I'm too lazy to type anything about me. Read my blog and I'm sure you'll eventually learn a few things.

Thursday, March 22, 2007

Cannabis Apology, Weird Baseball Standings

Across the pond, the Independent has apologized for its campaign to decriminalize cannabis. It wasn't so much a reconsideration of their initial position as a reaction to the introduction of skunk, a cannabis product with 25 times the potency of what was on the market in the 1990's. Ah, unintended consequences.

In a recent column, Jayson Stark pointed out that coolstandings.com is playing out the 2007 season using 2006 stats. These exercises tend to amuse me, but there were some strange things about it. First and foremost, the Red Sox were 91-24 when he wrote about it (a figure which has increased to 98-24), and several other teams also had screwy records (such as the Giants now at 32-90). It turns out that the site lets you influence games by "boosting" the team of your choice. So, obviously, the site was overwhelmed by Red Sox fans, Bonds haters, and Dodgers fans, among a few others, all of which makes the site less interesting.
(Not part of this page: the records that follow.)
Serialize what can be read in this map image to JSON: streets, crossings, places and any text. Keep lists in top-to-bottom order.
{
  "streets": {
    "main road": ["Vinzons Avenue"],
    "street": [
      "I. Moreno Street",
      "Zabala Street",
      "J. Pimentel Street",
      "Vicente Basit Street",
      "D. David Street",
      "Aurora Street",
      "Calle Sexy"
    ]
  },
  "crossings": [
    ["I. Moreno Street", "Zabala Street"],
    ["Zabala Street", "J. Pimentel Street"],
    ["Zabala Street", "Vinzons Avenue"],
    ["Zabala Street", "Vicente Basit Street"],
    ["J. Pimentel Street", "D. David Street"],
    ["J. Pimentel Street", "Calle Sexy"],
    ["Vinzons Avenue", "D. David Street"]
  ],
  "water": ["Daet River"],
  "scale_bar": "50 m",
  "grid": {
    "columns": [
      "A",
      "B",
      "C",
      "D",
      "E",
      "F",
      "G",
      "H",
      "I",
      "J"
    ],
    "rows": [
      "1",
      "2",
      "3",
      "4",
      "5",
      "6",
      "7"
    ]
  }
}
I like to keep track of how long I can maintain a connection to AIM, just because, and it recently booted me at 33 days, 22 hours, and 44 minutes. This is the new self-proclaimed record. Admittedly, some program glitches on AIM deleted previous records, but I think this one tops them. My computer is in rather desperate need of a restart now, which is part of the reason I'm clearing out links now.

And, finally, for no reason whatsoever, nuns with guns. I guess parochial schools weren't strict enough on discipline already.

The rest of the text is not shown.